Top of Given information
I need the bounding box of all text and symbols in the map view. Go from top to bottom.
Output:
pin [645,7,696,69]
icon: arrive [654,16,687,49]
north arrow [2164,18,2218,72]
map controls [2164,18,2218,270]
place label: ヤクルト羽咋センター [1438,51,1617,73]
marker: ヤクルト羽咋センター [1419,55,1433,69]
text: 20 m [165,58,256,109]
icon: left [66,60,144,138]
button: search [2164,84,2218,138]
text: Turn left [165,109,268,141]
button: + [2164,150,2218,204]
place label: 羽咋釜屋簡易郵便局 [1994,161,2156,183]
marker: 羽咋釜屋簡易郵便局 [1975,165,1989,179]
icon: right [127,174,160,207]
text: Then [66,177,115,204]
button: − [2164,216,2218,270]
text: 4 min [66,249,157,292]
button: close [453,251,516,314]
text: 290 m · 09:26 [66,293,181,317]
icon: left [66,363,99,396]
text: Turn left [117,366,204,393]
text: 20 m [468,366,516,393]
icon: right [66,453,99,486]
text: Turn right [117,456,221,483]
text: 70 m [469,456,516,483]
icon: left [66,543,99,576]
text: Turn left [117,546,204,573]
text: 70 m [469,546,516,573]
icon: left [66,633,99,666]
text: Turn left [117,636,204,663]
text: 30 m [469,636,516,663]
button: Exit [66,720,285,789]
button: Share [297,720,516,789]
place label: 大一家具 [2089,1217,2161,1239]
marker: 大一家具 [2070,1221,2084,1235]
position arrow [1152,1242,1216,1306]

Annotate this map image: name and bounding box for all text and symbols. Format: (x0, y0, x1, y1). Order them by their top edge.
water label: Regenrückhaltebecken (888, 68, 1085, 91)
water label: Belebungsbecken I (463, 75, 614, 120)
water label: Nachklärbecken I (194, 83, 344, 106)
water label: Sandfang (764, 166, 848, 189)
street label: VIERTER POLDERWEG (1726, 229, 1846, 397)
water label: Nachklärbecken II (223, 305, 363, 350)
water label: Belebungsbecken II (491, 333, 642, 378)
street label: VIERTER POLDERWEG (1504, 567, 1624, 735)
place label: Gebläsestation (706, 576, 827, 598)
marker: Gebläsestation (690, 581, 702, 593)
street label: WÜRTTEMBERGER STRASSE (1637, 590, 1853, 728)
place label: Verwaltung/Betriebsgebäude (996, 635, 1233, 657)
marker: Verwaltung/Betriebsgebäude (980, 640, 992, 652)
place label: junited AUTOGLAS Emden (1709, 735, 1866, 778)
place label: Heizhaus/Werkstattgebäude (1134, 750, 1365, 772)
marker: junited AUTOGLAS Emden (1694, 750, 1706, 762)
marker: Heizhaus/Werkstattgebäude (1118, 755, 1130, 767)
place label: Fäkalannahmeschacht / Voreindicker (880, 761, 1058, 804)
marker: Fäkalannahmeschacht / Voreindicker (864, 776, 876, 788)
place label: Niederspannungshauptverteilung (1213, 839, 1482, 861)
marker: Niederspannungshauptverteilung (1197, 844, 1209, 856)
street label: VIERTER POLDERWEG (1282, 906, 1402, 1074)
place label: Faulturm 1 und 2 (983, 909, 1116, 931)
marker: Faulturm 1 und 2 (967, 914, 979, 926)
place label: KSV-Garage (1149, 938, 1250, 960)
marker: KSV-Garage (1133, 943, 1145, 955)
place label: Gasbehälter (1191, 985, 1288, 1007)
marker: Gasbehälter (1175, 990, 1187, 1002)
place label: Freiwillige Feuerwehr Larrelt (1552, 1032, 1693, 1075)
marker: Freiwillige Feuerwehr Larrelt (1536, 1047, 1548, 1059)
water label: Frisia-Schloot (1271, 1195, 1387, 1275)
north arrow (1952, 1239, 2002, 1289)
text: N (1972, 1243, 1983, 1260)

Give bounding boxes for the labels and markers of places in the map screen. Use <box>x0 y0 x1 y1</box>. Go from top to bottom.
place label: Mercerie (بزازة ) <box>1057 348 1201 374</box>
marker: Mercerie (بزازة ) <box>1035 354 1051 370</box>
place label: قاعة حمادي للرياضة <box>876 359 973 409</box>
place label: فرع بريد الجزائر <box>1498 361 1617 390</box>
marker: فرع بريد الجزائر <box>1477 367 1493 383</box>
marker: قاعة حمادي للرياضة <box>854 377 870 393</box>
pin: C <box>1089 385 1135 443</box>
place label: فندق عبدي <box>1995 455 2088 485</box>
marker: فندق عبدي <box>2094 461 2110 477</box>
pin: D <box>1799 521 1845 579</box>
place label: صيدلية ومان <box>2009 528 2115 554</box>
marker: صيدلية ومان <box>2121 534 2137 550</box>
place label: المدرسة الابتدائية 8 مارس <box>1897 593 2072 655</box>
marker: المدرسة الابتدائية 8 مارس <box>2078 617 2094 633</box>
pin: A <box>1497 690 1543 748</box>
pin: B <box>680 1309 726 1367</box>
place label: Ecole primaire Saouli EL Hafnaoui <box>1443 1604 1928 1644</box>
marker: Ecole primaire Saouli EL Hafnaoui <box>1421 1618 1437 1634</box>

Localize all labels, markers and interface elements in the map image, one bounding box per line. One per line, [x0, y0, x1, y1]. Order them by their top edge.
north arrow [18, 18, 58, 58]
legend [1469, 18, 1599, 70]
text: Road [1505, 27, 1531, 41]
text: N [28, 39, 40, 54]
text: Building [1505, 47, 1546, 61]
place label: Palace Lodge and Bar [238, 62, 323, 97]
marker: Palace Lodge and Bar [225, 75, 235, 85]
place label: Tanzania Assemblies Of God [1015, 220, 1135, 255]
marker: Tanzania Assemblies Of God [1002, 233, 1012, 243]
Bottom of Given information
__About this task__
Your answer should consist of every entry, repeated exactly.

__The answer__
I need the bounding box of all text and symbols in the map view. Go from top to bottom.
Output:
pin [645,7,696,69]
icon: arrive [654,16,687,49]
north arrow [2164,18,2218,72]
map controls [2164,18,2218,270]
place label: ヤクルト羽咋センター [1438,51,1617,73]
marker: ヤクルト羽咋センター [1419,55,1433,69]
text: 20 m [165,58,256,109]
icon: left [66,60,144,138]
button: search [2164,84,2218,138]
text: Turn left [165,109,268,141]
button: + [2164,150,2218,204]
place label: 羽咋釜屋簡易郵便局 [1994,161,2156,183]
marker: 羽咋釜屋簡易郵便局 [1975,165,1989,179]
icon: right [127,174,160,207]
text: Then [66,177,115,204]
button: − [2164,216,2218,270]
text: 4 min [66,249,157,292]
button: close [453,251,516,314]
text: 290 m · 09:26 [66,293,181,317]
icon: left [66,363,99,396]
text: Turn left [117,366,204,393]
text: 20 m [468,366,516,393]
icon: right [66,453,99,486]
text: Turn right [117,456,221,483]
text: 70 m [469,456,516,483]
icon: left [66,543,99,576]
text: Turn left [117,546,204,573]
text: 70 m [469,546,516,573]
icon: left [66,633,99,666]
text: Turn left [117,636,204,663]
text: 30 m [469,636,516,663]
button: Exit [66,720,285,789]
button: Share [297,720,516,789]
place label: 大一家具 [2089,1217,2161,1239]
marker: 大一家具 [2070,1221,2084,1235]
position arrow [1152,1242,1216,1306]

Annotate this map image: name and bounding box for all text and symbols. Format: (x0, y0, x1, y1). Order them by their top edge.
water label: Regenrückhaltebecken (888, 68, 1085, 91)
water label: Belebungsbecken I (463, 75, 614, 120)
water label: Nachklärbecken I (194, 83, 344, 106)
water label: Sandfang (764, 166, 848, 189)
street label: VIERTER POLDERWEG (1726, 229, 1846, 397)
water label: Nachklärbecken II (223, 305, 363, 350)
water label: Belebungsbecken II (491, 333, 642, 378)
street label: VIERTER POLDERWEG (1504, 567, 1624, 735)
place label: Gebläsestation (706, 576, 827, 598)
marker: Gebläsestation (690, 581, 702, 593)
street label: WÜRTTEMBERGER STRASSE (1637, 590, 1853, 728)
place label: Verwaltung/Betriebsgebäude (996, 635, 1233, 657)
marker: Verwaltung/Betriebsgebäude (980, 640, 992, 652)
place label: junited AUTOGLAS Emden (1709, 735, 1866, 778)
place label: Heizhaus/Werkstattgebäude (1134, 750, 1365, 772)
marker: junited AUTOGLAS Emden (1694, 750, 1706, 762)
marker: Heizhaus/Werkstattgebäude (1118, 755, 1130, 767)
place label: Fäkalannahmeschacht / Voreindicker (880, 761, 1058, 804)
marker: Fäkalannahmeschacht / Voreindicker (864, 776, 876, 788)
place label: Niederspannungshauptverteilung (1213, 839, 1482, 861)
marker: Niederspannungshauptverteilung (1197, 844, 1209, 856)
street label: VIERTER POLDERWEG (1282, 906, 1402, 1074)
place label: Faulturm 1 und 2 (983, 909, 1116, 931)
marker: Faulturm 1 und 2 (967, 914, 979, 926)
place label: KSV-Garage (1149, 938, 1250, 960)
marker: KSV-Garage (1133, 943, 1145, 955)
place label: Gasbehälter (1191, 985, 1288, 1007)
marker: Gasbehälter (1175, 990, 1187, 1002)
place label: Freiwillige Feuerwehr Larrelt (1552, 1032, 1693, 1075)
marker: Freiwillige Feuerwehr Larrelt (1536, 1047, 1548, 1059)
water label: Frisia-Schloot (1271, 1195, 1387, 1275)
north arrow (1952, 1239, 2002, 1289)
text: N (1972, 1243, 1983, 1260)

Give bounding boxes for the labels and markers of places in the map screen. Use <box>x0 y0 x1 y1</box>. Go from top to bottom.
place label: Mercerie (بزازة ) <box>1057 348 1201 374</box>
marker: Mercerie (بزازة ) <box>1035 354 1051 370</box>
place label: قاعة حمادي للرياضة <box>876 359 973 409</box>
place label: فرع بريد الجزائر <box>1498 361 1617 390</box>
marker: فرع بريد الجزائر <box>1477 367 1493 383</box>
marker: قاعة حمادي للرياضة <box>854 377 870 393</box>
pin: C <box>1089 385 1135 443</box>
place label: فندق عبدي <box>1995 455 2088 485</box>
marker: فندق عبدي <box>2094 461 2110 477</box>
pin: D <box>1799 521 1845 579</box>
place label: صيدلية ومان <box>2009 528 2115 554</box>
marker: صيدلية ومان <box>2121 534 2137 550</box>
place label: المدرسة الابتدائية 8 مارس <box>1897 593 2072 655</box>
marker: المدرسة الابتدائية 8 مارس <box>2078 617 2094 633</box>
pin: A <box>1497 690 1543 748</box>
pin: B <box>680 1309 726 1367</box>
place label: Ecole primaire Saouli EL Hafnaoui <box>1443 1604 1928 1644</box>
marker: Ecole primaire Saouli EL Hafnaoui <box>1421 1618 1437 1634</box>

Localize all labels, markers and interface elements in the map image, one bounding box per line. One per line, [x0, y0, x1, y1]. Order them by their top edge.
north arrow [18, 18, 58, 58]
legend [1469, 18, 1599, 70]
text: Road [1505, 27, 1531, 41]
text: N [28, 39, 40, 54]
text: Building [1505, 47, 1546, 61]
place label: Palace Lodge and Bar [238, 62, 323, 97]
marker: Palace Lodge and Bar [225, 75, 235, 85]
place label: Tanzania Assemblies Of God [1015, 220, 1135, 255]
marker: Tanzania Assemblies Of God [1002, 233, 1012, 243]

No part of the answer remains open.